I don't understand this.

> 
> So.... please let's take a second look at this.
> 
> .
>
Andrew Morton June 27, 2013, 1:25 a.m. UTC | #3
On Thu, 27 Jun 2013 09:19:52 +0800 shencanquan <shencanquan@huawei.com> wrote:

> On 2013/6/27 5:18, Andrew Morton wrote:
> 
> > 
> > My guess is that there is some other code path which is modifying
> > inode->i_size without holding inode->i_mutex, and while holding
> > ocfs2_inode_lock().  If so, that code is surely wrong - it should hold
> > i_mutex while modifying i_size.
> 
> 
> inode->i_mutex lock only protect the inode size on the same machine.

ah ;)

> > And all this is only really applicable to 32-bit CPUs, which you
> > probably aren't using.
> 
> I don't understand this.

The i_size_read/i_size_write infrastructure is designed to efficiently
handle the situation where a 32-bit machine reads a 64-bit number which
might be undergoing modification on another CPU.  We don't want the
reading CPU to see an invalid number when the writing CPU is in the
middle of modifying the two 32-bit words.
Shen Canquan June 27, 2013, 1:50 a.m.
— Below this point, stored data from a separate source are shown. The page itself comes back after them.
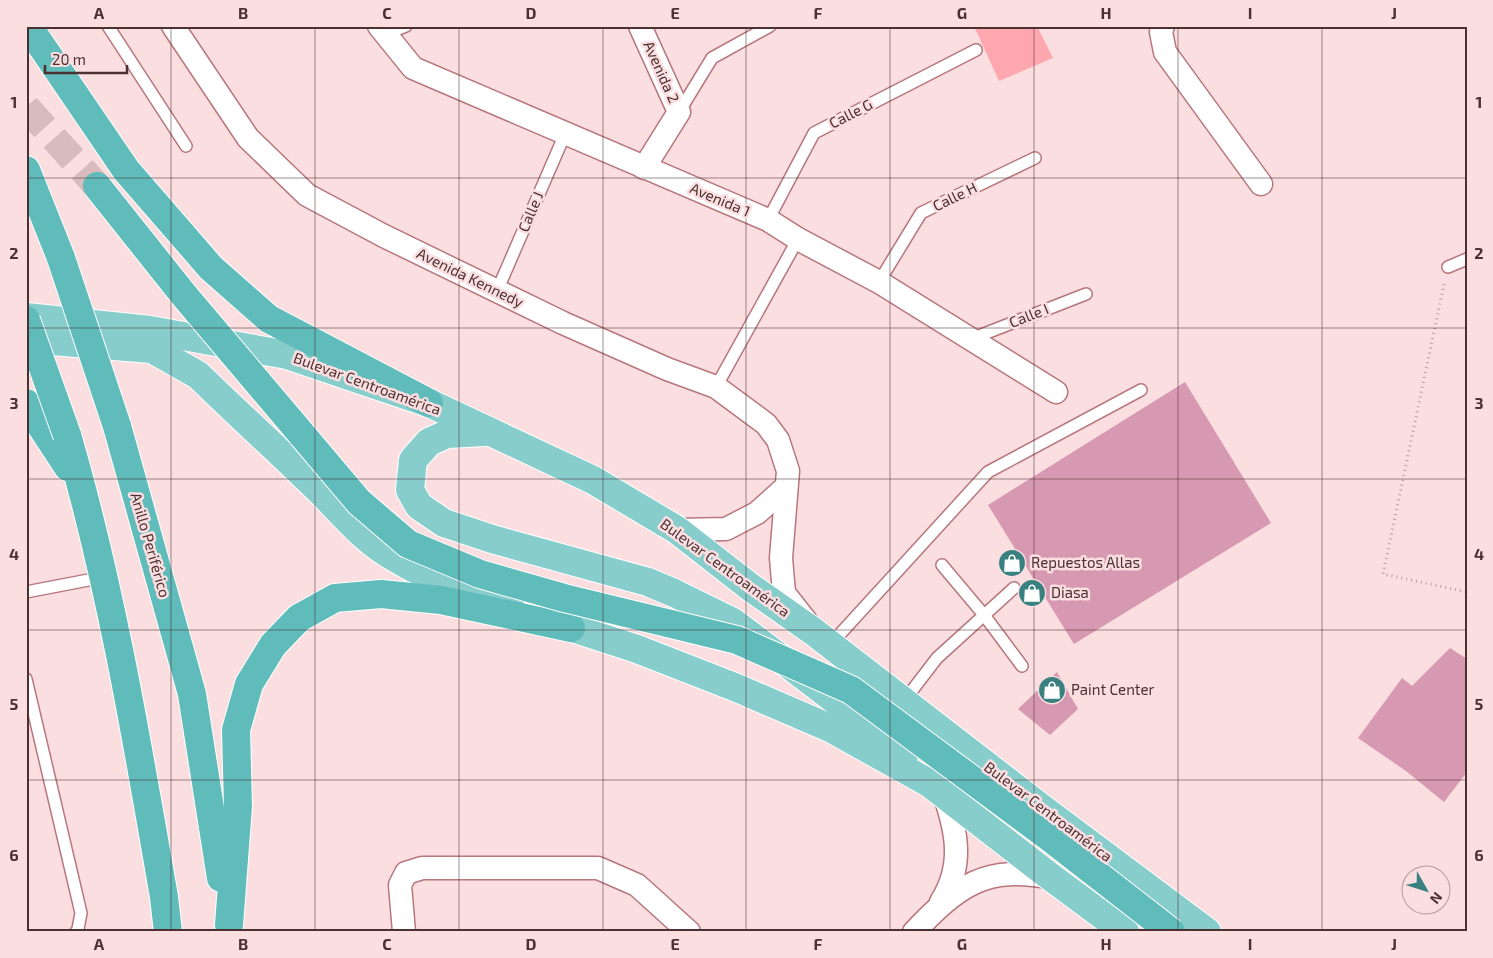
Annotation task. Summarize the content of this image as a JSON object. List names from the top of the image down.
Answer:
{
  "streets": {
    "highway": ["Anillo Periférico"],
    "main road": ["Bulevar Centroamérica"],
    "street": ["Avenida 2", "Avenida 1", "Avenida Kennedy"],
    "lane": [
      "Calle G",
      "Calle H",
      "Calle J",
      "Calle I"
    ]
  },
  "crossings": [
    ["Avenida 2", "Avenida 1"],
    ["Calle G", "Avenida 1"],
    ["Calle H", "Avenida 1"],
    ["Avenida 1", "Calle J"],
    ["Avenida 1", "Calle I"],
    ["Calle J", "Avenida Kennedy"],
    ["Avenida Kennedy", "Bulevar Centroamérica"]
  ],
  "places": {
    "shop": ["Repuestos Allas", "Diasa", "Paint Center"]
  },
  "scale_bar": "20 m",
  "north": "bottom right",
  "grid": {
    "columns": [
      "A",
      "B",
      "C",
      "D",
      "E",
      "F",
      "G",
      "H",
      "I",
      "J"
    ],
    "rows": [
      "1",
      "2",
      "3",
      "4",
      "5",
      "6"
    ]
  }
}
UTC | #4
On 2013/6/27 9:25, Andrew Morton wrote:

> On Thu, 27 Jun 2013 09:19:52 +0800 shencanquan <shencanquan@huawei.com> wrote:
> 
>> On 2013/6/27 5:18, Andrew Morton wrote:
>>
>>>
>>> My guess is that there is some other code path which is modifying
>>> inode->i_size without holding inode->i_mutex, and while holding
>>> ocfs2_inode_lock().  If so, that code is surely wrong - it should hold
>>> i_mutex while modifying i_size.
>>
>>
>> inode->i_mutex lock only protect the inode size on the same machine.
> 
> ah ;)
> 
>>> And all this is only really applicable to 32-bit CPUs, which you
>>> probably aren't using.
>>
>> I don't understand this.
> 
> The i_size_read/i_size_write infrastructure is designed to efficiently
> handle the situation where a 32-bit machine reads a 64-bit number which
> might be undergoing modification on another CPU.  We don't want the
> reading CPU to see an invalid number when the writing CPU is in the
> middle of modifying the two 32-bit words.
> 
> 
> 

ok. thanks.
Sunil Mushran June 27, 2013, 3:34 a.m. UTC | #5
AFAIR, this behavior has been there since day 1 and changing it will impact
performance negatively. I would recommend against making this change for
one app.


On Wed, Jun 26, 2013 at 6:50 PM, shencanquan <shencanquan@huawei.com> wrote:

> On 2013/6/27 9:25, Andrew Morton wrote:
>
> > On Thu, 27 Jun 2013 09:19:52 +0800 shencanquan <shencanquan@huawei.com>
> wrote:
> >
> >> On 2013/6/27 5:18, Andrew Morton wrote:
> >>
> >>>
> >>> My guess is that there is some other code path which is modifying
> >>> inode->i_size without holding inode->i_mutex, and while holding
> >>> ocfs2_inode_lock().  If so, that code is surely wrong - it should hold
> >>> i_mutex while modifying i_size.
> >>
> >>
> >> inode->i_mutex lock only protect the inode size on the same machine.
> >
> > ah ;)
> >
> >>> And all this is only really applicable to 32-bit CPUs, which you
> >>> probably aren't using.
> >>
> >> I don't understand this.
> >
> > The i_size_read/i_size_write infrastructure is designed to efficiently
> > handle the situation where a 32-bit machine reads a 64-bit number which
> > might be undergoing modification on another CPU.  We don't want the
> > reading CPU to see an invalid number when the writing CPU is in the
> > middle of modifying the two 32-bit words.
> >
> >
> >
>
> ok. thanks.
>
>
> _______________________________________________
> Ocfs2-devel mailing list
> Ocfs2-devel@oss.oracle.com
> https://oss.oracle.com/mailman/listinfo/ocfs2-devel
>
Shen Canquan June 27, 2013, 8:56 a.m. UTC | #6
On 2013/6/27 11:34, Sunil Mushran wrote:

> AFAIR, this behavior has been there since day 1 and changing it will impact performance negatively. I would recommend against making this
> change for one app.
> 

I think it will impact the performance negatively. but I think it is very
very little, because in cluster lock function, the inode size will update
from dlm in lvb. and it don't update by disk (another machine write file
size to disk and this machine read file size from disk to update the inode size)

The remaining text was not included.